((

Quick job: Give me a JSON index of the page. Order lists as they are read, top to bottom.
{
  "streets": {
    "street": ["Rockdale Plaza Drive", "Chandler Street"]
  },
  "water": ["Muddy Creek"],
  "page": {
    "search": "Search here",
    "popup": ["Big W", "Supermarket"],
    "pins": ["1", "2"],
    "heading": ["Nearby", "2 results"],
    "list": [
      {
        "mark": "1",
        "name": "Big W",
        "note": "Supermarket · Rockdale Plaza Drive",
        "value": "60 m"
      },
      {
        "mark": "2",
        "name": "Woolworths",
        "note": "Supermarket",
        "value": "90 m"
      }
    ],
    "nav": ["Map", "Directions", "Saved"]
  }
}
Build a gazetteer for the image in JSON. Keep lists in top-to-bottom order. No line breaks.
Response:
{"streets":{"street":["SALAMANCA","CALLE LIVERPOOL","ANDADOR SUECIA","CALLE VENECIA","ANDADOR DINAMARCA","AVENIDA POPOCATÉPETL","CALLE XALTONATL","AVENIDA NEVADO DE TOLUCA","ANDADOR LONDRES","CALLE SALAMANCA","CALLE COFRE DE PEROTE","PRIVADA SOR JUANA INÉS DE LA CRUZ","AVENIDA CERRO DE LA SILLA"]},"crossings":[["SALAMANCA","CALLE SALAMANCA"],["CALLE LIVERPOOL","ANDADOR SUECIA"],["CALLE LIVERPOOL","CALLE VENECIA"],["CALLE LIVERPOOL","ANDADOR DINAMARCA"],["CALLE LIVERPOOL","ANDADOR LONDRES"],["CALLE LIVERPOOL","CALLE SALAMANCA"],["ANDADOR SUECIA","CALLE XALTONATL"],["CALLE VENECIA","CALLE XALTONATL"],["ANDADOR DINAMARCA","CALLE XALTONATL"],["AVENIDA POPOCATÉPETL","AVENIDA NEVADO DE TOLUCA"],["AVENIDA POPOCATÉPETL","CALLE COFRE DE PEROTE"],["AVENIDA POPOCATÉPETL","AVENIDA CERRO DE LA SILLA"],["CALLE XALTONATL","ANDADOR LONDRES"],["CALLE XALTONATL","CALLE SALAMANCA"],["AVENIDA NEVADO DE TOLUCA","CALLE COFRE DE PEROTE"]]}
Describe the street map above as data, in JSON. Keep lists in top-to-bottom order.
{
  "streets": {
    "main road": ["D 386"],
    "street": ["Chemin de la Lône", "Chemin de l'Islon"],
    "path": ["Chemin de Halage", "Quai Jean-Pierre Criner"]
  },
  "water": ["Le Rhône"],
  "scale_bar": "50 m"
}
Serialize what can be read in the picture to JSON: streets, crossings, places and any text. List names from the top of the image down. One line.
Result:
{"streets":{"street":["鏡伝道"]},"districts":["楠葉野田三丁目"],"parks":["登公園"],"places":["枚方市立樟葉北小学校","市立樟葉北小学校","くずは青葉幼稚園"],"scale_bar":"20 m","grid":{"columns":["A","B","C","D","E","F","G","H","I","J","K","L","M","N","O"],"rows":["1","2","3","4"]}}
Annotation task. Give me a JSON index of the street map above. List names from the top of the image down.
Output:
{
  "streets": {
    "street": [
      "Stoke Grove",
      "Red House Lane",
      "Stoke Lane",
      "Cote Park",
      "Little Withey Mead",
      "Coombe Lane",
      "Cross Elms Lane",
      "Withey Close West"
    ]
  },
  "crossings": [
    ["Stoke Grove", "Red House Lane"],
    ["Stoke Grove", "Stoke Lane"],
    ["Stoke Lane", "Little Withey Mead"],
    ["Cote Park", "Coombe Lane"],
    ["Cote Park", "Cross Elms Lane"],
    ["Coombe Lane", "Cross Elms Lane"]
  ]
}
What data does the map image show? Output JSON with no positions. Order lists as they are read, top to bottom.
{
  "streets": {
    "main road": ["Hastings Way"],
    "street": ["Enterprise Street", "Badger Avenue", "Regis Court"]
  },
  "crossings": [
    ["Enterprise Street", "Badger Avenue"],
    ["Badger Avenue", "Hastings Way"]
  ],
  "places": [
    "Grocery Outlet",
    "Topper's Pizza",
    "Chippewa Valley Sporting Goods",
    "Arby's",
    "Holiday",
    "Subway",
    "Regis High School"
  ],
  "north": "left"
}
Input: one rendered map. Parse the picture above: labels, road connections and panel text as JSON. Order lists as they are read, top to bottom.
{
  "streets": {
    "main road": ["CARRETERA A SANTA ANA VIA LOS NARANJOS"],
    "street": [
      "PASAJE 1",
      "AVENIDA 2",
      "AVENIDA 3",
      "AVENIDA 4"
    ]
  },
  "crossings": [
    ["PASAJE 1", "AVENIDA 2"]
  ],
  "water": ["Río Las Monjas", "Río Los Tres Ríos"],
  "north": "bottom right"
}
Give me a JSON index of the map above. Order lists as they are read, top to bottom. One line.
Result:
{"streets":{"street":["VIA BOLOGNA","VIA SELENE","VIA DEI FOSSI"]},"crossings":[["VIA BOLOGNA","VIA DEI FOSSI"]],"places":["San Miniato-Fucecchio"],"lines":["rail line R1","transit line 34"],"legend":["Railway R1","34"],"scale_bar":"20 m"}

))

__What you have to do__:
Transcribe all of the material above with complete accuracy.

__Solution to the exercise__:
Quick job: Give me a JSON index of the page. Order lists as they are read, top to bottom.
{
  "streets": {
    "street": ["Rockdale Plaza Drive", "Chandler Street"]
  },
  "water": ["Muddy Creek"],
  "page": {
    "search": "Search here",
    "popup": ["Big W", "Supermarket"],
    "pins": ["1", "2"],
    "heading": ["Nearby", "2 results"],
    "list": [
      {
        "mark": "1",
        "name": "Big W",
        "note": "Supermarket · Rockdale Plaza Drive",
        "value": "60 m"
      },
      {
        "mark": "2",
        "name": "Woolworths",
        "note": "Supermarket",
        "value": "90 m"
      }
    ],
    "nav": ["Map", "Directions", "Saved"]
  }
}
Build a gazetteer for the image in JSON. Keep lists in top-to-bottom order. No line breaks.
Response:
{"streets":{"street":["SALAMANCA","CALLE LIVERPOOL","ANDADOR SUECIA","CALLE VENECIA","ANDADOR DINAMARCA","AVENIDA POPOCATÉPETL","CALLE XALTONATL","AVENIDA NEVADO DE TOLUCA","ANDADOR LONDRES","CALLE SALAMANCA","CALLE COFRE DE PEROTE","PRIVADA SOR JUANA INÉS DE LA CRUZ","AVENIDA CERRO DE LA SILLA"]},"crossings":[["SALAMANCA","CALLE SALAMANCA"],["CALLE LIVERPOOL","ANDADOR SUECIA"],["CALLE LIVERPOOL","CALLE VENECIA"],["CALLE LIVERPOOL","ANDADOR DINAMARCA"],["CALLE LIVERPOOL","ANDADOR LONDRES"],["CALLE LIVERPOOL","CALLE SALAMANCA"],["ANDADOR SUECIA","CALLE XALTONATL"],["CALLE VENECIA","CALLE XALTONATL"],["ANDADOR DINAMARCA","CALLE XALTONATL"],["AVENIDA POPOCATÉPETL","AVENIDA NEVADO DE TOLUCA"],["AVENIDA POPOCATÉPETL","CALLE COFRE DE PEROTE"],["AVENIDA POPOCATÉPETL","AVENIDA CERRO DE LA SILLA"],["CALLE XALTONATL","ANDADOR LONDRES"],["CALLE XALTONATL","CALLE SALAMANCA"],["AVENIDA NEVADO DE TOLUCA","CALLE COFRE DE PEROTE"]]}
Describe the street map above as data, in JSON. Keep lists in top-to-bottom order.
{
  "streets": {
    "main road": ["D 386"],
    "street": ["Chemin de la Lône", "Chemin de l'Islon"],
    "path": ["Chemin de Halage", "Quai Jean-Pierre Criner"]
  },
  "water": ["Le Rhône"],
  "scale_bar": "50 m"
}
Serialize what can be read in the picture to JSON: streets, crossings, places and any text. List names from the top of the image down. One line.
Result:
{"streets":{"street":["鏡伝道"]},"districts":["楠葉野田三丁目"],"parks":["登公園"],"places":["枚方市立樟葉北小学校","市立樟葉北小学校","くずは青葉幼稚園"],"scale_bar":"20 m","grid":{"columns":["A","B","C","D","E","F","G","H","I","J","K","L","M","N","O"],"rows":["1","2","3","4"]}}
Annotation task. Give me a JSON index of the street map above. List names from the top of the image down.
Output:
{
  "streets": {
    "street": [
      "Stoke Grove",
      "Red House Lane",
      "Stoke Lane",
      "Cote Park",
      "Little Withey Mead",
      "Coombe Lane",
      "Cross Elms Lane",
      "Withey Close West"
    ]
  },
  "crossings": [
    ["Stoke Grove", "Red House Lane"],
    ["Stoke Grove", "Stoke Lane"],
    ["Stoke Lane", "Little Withey Mead"],
    ["Cote Park", "Coombe Lane"],
    ["Cote Park", "Cross Elms Lane"],
    ["Coombe Lane", "Cross Elms Lane"]
  ]
}
What data does the map image show? Output JSON with no positions. Order lists as they are read, top to bottom.
{
  "streets": {
    "main road": ["Hastings Way"],
    "street": ["Enterprise Street", "Badger Avenue", "Regis Court"]
  },
  "crossings": [
    ["Enterprise Street", "Badger Avenue"],
    ["Badger Avenue", "Hastings Way"]
  ],
  "places": [
    "Grocery Outlet",
    "Topper's Pizza",
    "Chippewa Valley Sporting Goods",
    "Arby's",
    "Holiday",
    "Subway",
    "Regis High School"
  ],
  "north": "left"
}
Input: one rendered map. Parse the picture above: labels, road connections and panel text as JSON. Order lists as they are read, top to bottom.
{
  "streets": {
    "main road": ["CARRETERA A SANTA ANA VIA LOS NARANJOS"],
    "street": [
      "PASAJE 1",
      "AVENIDA 2",
      "AVENIDA 3",
      "AVENIDA 4"
    ]
  },
  "crossings": [
    ["PASAJE 1", "AVENIDA 2"]
  ],
  "water": ["Río Las Monjas", "Río Los Tres Ríos"],
  "north": "bottom right"
}
Give me a JSON index of the map above. Order lists as they are read, top to bottom. One line.
Result:
{"streets":{"street":["VIA BOLOGNA","VIA SELENE","VIA DEI FOSSI"]},"crossings":[["VIA BOLOGNA","VIA DEI FOSSI"]],"places":["San Miniato-Fucecchio"],"lines":["rail line R1","transit line 34"],"legend":["Railway R1","34"],"scale_bar":"20 m"}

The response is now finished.